Si aquellos manifestantes, haciendo uso de su libertad de expresión (como decimos hoy) y de su autoridad moral (eso lo digo yo) no hubieran entendido que la manera de luchar contra el golpe de estado era cometiendo estas tropelías, hoy disfrutaríamos de un patrimonio maravilloso. A lo mejor pensaron que, en lugar de los militares sublevados, los protagonistas de la rebelión fueron los más de ochenta mártires de Barbastro o las veintitrés adoratrices asesinadas en Madrid. O el mismo Señor de Pasión, tirado desde la azotea de San Pedro el 21 de julio de 1936.

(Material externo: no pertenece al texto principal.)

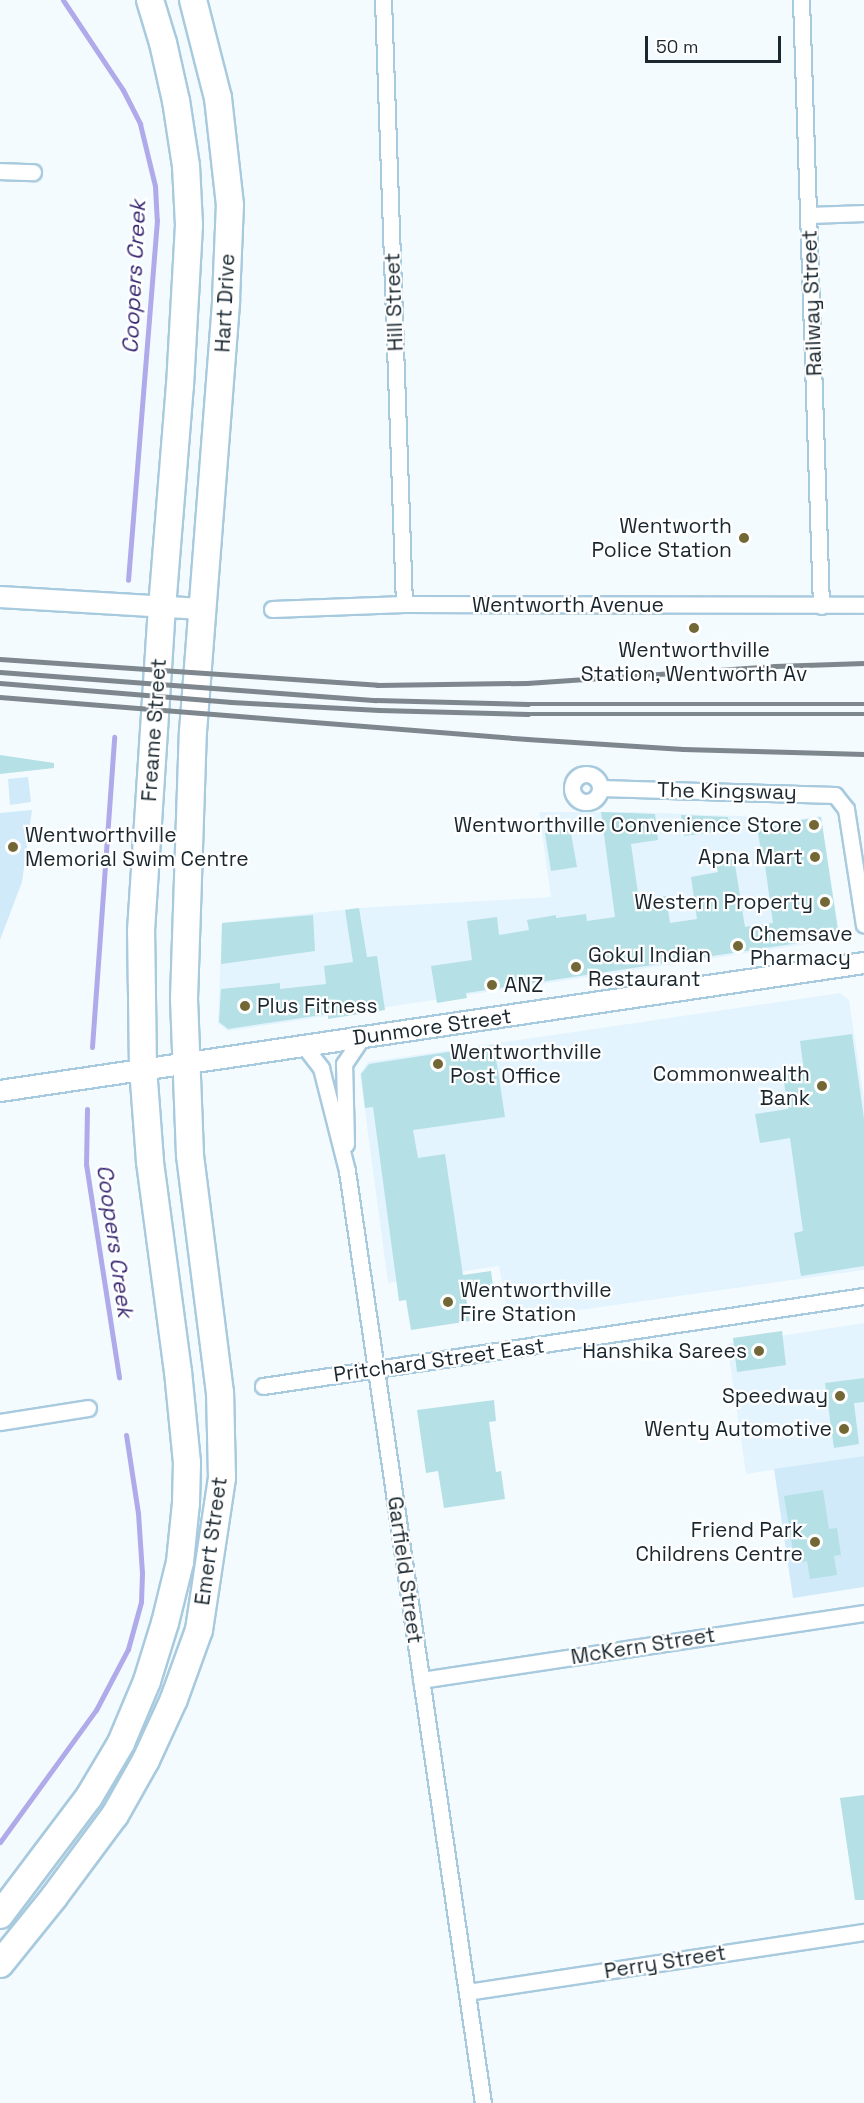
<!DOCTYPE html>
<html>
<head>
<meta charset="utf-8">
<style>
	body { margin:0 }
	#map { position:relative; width:864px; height:2103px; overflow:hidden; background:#f4fbff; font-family:"Space Grotesk",sans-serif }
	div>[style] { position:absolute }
	.built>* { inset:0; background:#e3f4fe }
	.green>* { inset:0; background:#d0eafa }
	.stream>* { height:5px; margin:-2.5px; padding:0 2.5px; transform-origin:2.5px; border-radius:2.5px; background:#b0aaea }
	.building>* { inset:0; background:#b4e0e6 }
	.roads { filter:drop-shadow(2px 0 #a8cade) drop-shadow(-2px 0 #a8cade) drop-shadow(0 2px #a8cade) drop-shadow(0 -2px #a8cade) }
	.street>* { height:15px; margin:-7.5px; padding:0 7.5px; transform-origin:7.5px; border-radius:7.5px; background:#fff }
	.street>.ring { margin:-7.5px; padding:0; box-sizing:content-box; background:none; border:15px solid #fff; border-radius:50% }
	.secondary>* { height:20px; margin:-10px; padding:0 10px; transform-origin:10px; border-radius:10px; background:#fff }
	.highway>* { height:26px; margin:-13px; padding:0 13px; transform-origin:13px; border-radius:13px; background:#fff }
	.rail>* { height:4.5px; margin:-2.25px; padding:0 2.25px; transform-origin:2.25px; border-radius:2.25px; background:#7d878d }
	.dots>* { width:16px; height:16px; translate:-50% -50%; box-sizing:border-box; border:3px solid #fff; border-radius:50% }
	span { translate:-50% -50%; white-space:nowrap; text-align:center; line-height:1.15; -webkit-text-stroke:4.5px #fff; paint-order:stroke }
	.street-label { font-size:21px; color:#1a272f }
	.poi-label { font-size:21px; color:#1a272f }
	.right { translate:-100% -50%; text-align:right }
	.left { translate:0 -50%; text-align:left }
	.water-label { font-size:22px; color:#392972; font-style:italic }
	.scale { position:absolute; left:645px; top:36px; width:136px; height:27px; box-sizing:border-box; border:3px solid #1a272f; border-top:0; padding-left:8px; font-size:18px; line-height:21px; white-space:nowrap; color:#1a272f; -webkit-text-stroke:4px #fff; paint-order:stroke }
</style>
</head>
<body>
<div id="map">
	<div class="built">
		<i style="clip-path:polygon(539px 812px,633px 812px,767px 817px,777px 822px,821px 816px,840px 939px,228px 1031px,218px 1023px,222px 923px,359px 908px,551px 897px)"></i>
		<i style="clip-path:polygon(840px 993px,849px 1000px,864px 1099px,864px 1270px,509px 1320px,499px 1266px,388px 1283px,360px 1074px,368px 1062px)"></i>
		<i style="clip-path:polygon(864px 1323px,864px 1456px,746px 1474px,727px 1344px)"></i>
	</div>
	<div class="green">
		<i style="clip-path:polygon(28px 777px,31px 802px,10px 805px,8px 779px)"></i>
		<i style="clip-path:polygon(32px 810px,22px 882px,0 940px,0 813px)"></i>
		<i style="clip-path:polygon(864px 1456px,864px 1587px,793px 1598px,774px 1469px)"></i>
	</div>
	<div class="stream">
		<i style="left:63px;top:0;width:108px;rotate:56.3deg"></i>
		<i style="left:123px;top:90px;width:38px;rotate:63deg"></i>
		<i style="left:140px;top:124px;width:64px;rotate:76.4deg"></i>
		<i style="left:155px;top:186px;width:34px;rotate:87deg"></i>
		<i style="left:157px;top:220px;width:361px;rotate:94.6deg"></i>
		<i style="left:92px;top:1047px;width:311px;rotate:-85.9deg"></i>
		<i style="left:87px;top:1109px;width:55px;rotate:91deg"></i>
		<i style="left:86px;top:1164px;width:216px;rotate:81.2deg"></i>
		<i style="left:0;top:1842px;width:163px;rotate:-54deg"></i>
		<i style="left:96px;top:1710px;width:69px;rotate:-62.3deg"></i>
		<i style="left:128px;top:1649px;width:49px;rotate:-74.5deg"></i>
		<i style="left:141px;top:1602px;width:29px;rotate:-88deg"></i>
		<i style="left:142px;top:1573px;width:60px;rotate:-93.8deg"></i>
		<i style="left:138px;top:1513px;width:79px;rotate:-98.7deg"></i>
	</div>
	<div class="building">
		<i style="clip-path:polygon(0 755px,54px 763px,54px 768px,0 774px)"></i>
		<i style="clip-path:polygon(601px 812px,655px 814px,658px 840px,631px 844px,639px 900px,666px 896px,670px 923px,697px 919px,691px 877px,718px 872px,716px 862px,734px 858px,745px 927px,773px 923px,763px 851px,761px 851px,757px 827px,821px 817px,839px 937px,466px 993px,467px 998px,437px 1003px,431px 966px,472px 960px,467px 921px,497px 917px,499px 935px,529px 930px,527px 920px,556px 915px,556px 918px,586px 914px,587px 921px,615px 917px)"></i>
		<i style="clip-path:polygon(681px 815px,728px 817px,730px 830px,684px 836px)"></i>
		<i style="clip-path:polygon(570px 828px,577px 867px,551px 871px,545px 833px)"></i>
		<i style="clip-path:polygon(359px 908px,367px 957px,377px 956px,385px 1010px,328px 1019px,328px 1014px,228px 1029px,219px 1022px,221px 989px,280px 983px,280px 989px,326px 984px,324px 966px,353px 962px,345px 910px)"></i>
		<i style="clip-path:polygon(313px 915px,315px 951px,221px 964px,222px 923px)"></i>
		<i style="clip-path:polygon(852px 1034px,864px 1119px,864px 1266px,801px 1276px,794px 1233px,803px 1231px,790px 1138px,760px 1143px,755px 1114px,788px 1109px,783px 1075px,804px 1072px,800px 1041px)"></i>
		<i style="clip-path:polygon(494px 1045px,505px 1117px,413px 1130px,418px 1158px,445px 1154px,463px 1275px,491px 1271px,493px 1286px,465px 1292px,470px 1321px,411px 1330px,406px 1300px,399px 1301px,373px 1107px,365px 1108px,361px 1074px,369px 1064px)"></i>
		<i style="clip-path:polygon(782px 1331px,786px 1365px,737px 1372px,733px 1338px)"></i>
		<i style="clip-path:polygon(864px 1378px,864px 1402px,854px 1403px,859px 1444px,834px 1448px,825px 1383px)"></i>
		<i style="clip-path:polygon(494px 1400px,496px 1421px,489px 1422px,496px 1472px,501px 1471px,505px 1499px,444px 1508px,438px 1471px,426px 1473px,417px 1410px)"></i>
		<i style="clip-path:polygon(823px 1490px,829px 1529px,837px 1528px,841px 1555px,834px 1556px,837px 1575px,810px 1579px,807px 1561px,795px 1563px,784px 1496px)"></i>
		<i style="clip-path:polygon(864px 1795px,864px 1900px,855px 1900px,840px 1798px)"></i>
	</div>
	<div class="roads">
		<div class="street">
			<i style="left:383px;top:0;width:604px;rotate:88.01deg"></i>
			<i style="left:801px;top:0;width:606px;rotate:88.11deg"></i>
			<i style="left:0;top:171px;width:33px;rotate:2deg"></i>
			<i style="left:810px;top:215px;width:54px;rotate:-2.1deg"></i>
			<i style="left:272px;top:609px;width:132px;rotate:-2.2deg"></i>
			<i style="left:404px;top:604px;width:460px;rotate:0.1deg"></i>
			<i class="ring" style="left:572px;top:774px;width:13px;height:13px"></i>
			<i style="left:600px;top:788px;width:235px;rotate:1.7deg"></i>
			<i style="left:835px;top:795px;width:18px;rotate:52deg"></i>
			<i style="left:846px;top:809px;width:117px;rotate:81.2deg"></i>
			<i style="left:304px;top:1046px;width:28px;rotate:52deg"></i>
			<i style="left:321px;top:1068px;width:106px;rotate:75.8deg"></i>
			<i style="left:347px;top:1171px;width:942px;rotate:81.7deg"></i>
			<i style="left:346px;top:1144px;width:80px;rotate:-91.4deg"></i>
			<i style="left:344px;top:1064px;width:34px;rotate:-56deg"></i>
			<i style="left:263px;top:1386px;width:608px;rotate:-8.52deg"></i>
			<i style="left:0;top:1422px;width:89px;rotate:-9deg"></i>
			<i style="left:421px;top:1680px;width:448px;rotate:-8.6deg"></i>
			<i style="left:467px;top:1992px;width:402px;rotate:-8.6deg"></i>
		</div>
		<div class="secondary">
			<i style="left:0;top:597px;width:202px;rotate:3.4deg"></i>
			<i style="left:0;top:1091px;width:873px;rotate:-8.43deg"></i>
		</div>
		<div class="highway">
			<i style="left:0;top:1915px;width:148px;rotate:-53deg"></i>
			<i style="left:89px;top:1797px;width:63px;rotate:-59.3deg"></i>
			<i style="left:121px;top:1743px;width:67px;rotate:-67.2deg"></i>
			<i style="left:147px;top:1681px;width:61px;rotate:-72.8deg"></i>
			<i style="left:165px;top:1623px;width:63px;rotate:-76.2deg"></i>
			<i style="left:180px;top:1562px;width:59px;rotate:-84.2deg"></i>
			<i style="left:186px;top:1503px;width:40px;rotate:-88.6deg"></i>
			<i style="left:187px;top:1463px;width:91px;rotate:-95.6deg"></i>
			<i style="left:178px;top:1372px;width:213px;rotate:-97.6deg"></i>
			<i style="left:150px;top:1161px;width:93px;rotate:-94.3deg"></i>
			<i style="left:143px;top:1068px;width:137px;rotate:-90.8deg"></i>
			<i style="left:141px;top:931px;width:324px;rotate:-86.3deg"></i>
			<i style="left:162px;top:608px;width:223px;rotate:-85.4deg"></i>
			<i style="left:180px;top:386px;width:161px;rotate:-86.8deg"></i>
			<i style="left:189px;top:225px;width:59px;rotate:-92.9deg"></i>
			<i style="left:186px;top:166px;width:66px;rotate:-98.7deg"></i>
			<i style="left:176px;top:101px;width:59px;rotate:-102.6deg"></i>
			<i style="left:163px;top:43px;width:45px;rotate:-106.8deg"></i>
			<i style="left:0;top:1964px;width:86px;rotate:-51.1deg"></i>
			<i style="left:54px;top:1897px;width:102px;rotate:-53.4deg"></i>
			<i style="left:115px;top:1815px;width:63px;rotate:-60.6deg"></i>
			<i style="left:146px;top:1760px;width:67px;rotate:-65.3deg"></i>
			<i style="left:174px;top:1699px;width:73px;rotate:-70.1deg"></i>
			<i style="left:199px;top:1630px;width:154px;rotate:-81.4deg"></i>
			<i style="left:222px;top:1478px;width:85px;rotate:-91.3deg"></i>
			<i style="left:220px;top:1393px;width:240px;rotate:-97.2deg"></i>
			<i style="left:190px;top:1155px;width:156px;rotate:-92.2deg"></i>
			<i style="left:184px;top:999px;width:267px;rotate:-88.1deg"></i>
			<i style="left:193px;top:732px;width:434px;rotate:-85.6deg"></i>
			<i style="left:226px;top:299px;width:94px;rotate:-87.6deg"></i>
			<i style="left:230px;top:205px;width:108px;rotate:-96.4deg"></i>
			<i style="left:218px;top:98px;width:101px;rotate:-104.3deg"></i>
		</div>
	</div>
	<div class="rail">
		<i style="left:0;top:659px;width:378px;rotate:3.9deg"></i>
		<i style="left:377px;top:685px;width:150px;rotate:-0.8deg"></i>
		<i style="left:527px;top:683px;width:249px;rotate:-3.9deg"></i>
		<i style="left:775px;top:666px;width:89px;rotate:-1.9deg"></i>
		<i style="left:0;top:672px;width:377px;rotate:4.3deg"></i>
		<i style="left:376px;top:700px;width:152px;rotate:1.5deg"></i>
		<i style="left:528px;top:704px;width:336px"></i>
		<i style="left:0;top:683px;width:232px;rotate:4.7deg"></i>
		<i style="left:231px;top:702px;width:148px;rotate:3.1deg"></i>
		<i style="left:379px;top:710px;width:149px;rotate:1.5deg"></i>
		<i style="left:528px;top:714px;width:336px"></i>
		<i style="left:0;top:697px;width:529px;rotate:4.56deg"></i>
		<i style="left:527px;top:739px;width:156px;rotate:3.7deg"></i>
		<i style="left:683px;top:749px;width:181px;rotate:1.6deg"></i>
	</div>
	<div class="dots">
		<i style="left:744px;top:538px;background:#736835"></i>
		<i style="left:694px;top:628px;background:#736835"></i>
		<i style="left:814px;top:825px;background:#736835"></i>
		<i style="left:13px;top:847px;background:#736835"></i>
		<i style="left:815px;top:857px;background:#736835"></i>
		<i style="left:825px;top:902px;background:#736835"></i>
		<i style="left:738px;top:946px;background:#736835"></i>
		<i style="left:576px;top:967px;background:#736835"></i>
		<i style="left:492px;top:985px;background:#736835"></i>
		<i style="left:245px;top:1006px;background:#736835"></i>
		<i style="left:438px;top:1064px;background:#736835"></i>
		<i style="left:822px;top:1086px;background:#736835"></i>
		<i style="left:448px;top:1302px;background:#736835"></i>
		<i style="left:759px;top:1351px;background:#736835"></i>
		<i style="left:840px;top:1396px;background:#736835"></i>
		<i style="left:844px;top:1429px;background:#736835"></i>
		<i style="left:815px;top:1542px;background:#736835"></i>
	</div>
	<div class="street-label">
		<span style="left:394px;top:302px;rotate:-92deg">Hill Street</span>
		<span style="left:225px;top:303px;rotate:-87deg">Hart Drive</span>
		<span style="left:812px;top:303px;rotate:-92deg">Railway Street</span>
		<span style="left:568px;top:605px">Wentworth Avenue</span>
		<span style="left:154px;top:730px;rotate:-86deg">Freame Street</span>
		<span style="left:727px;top:791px;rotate:1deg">The Kingsway</span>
		<span style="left:432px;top:1027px;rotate:-8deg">Dunmore Street</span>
		<span style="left:439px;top:1360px;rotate:-8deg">Pritchard Street East</span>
		<span style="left:211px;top:1541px;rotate:-82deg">Emert Street</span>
		<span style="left:405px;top:1570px;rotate:82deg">Garfield Street</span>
		<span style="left:643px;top:1646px;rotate:-9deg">McKern Street</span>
		<span style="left:665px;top:1962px;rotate:-9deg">Perry Street</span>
	</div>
	<div class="poi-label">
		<span class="right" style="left:732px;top:538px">Wentworth<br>Police Station</span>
		<span style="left:694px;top:662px">Wentworthville<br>Station, Wentworth Av</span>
		<span class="right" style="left:802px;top:825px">Wentworthville Convenience Store</span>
		<span class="left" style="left:25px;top:847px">Wentworthville<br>Memorial Swim Centre</span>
		<span class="right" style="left:803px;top:857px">Apna Mart</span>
		<span class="right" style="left:813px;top:902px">Western Property</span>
		<span class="left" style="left:750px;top:946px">Chemsave<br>Pharmacy</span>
		<span class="left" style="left:588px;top:967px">Gokul Indian<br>Restaurant</span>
		<span class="left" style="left:504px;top:985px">ANZ</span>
		<span class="left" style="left:257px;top:1006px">Plus Fitness</span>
		<span class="left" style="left:450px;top:1064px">Wentworthville<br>Post Office</span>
		<span class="right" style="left:810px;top:1086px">Commonwealth<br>Bank</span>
		<span class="left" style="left:460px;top:1302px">Wentworthville<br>Fire Station</span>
		<span class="right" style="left:747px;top:1351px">Hanshika Sarees</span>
		<span class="right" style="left:828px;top:1396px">Speedway</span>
		<span class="right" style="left:832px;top:1429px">Wenty Automotive</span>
		<span class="right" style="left:803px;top:1542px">Friend Park<br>Childrens Centre</span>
	</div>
	<div class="water-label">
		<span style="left:134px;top:277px;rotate:-87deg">Coopers Creek</span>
		<span style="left:115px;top:1241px;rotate:82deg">Coopers Creek</span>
	</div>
	<div class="scale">50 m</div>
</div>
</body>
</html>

También sabemos, aunque parece que queremos olvidarlo, que esto no empezó aquel verano: pregunten en Sevilla por el incendio de la maravillosa capilla de San José en mayo de 1931 o la llamada “quema de conventos” del mismo año en muchas ciudades de España, cuando aún quedaban varios años para que empezara la Guerra Civil.

¿Por qué cuento esto? ¿Para que nos odiemos más? Claro que no. Pero ya me gustaría ver el mismo espíritu de concordia en ambos lados, y me duele mucho decirlo. Una cosa está clara: la actitud de las hermandades ha sido impecable, ya que perdieron sus titulares y gran parte de su patrimonio y poco alzan la voz, por no decir nada. Imaginemos que se pudieran acoger a la ley de memoria histórica y ponerse en fila ante un mostrador para preguntar qué hay de lo suyo.

Tampoco me consta que nadie del entorno de la izquierda más radical, tan amigos de la cultura y el patrimonio, haya pedido perdón por todo aquello. Al contrario: casi tenemos que pedir perdón por existir. Para que luego digan los curas que no les escuchamos en las homilías… ¿Y lo bien que hemos aprendido aquello de poner la otra mejilla?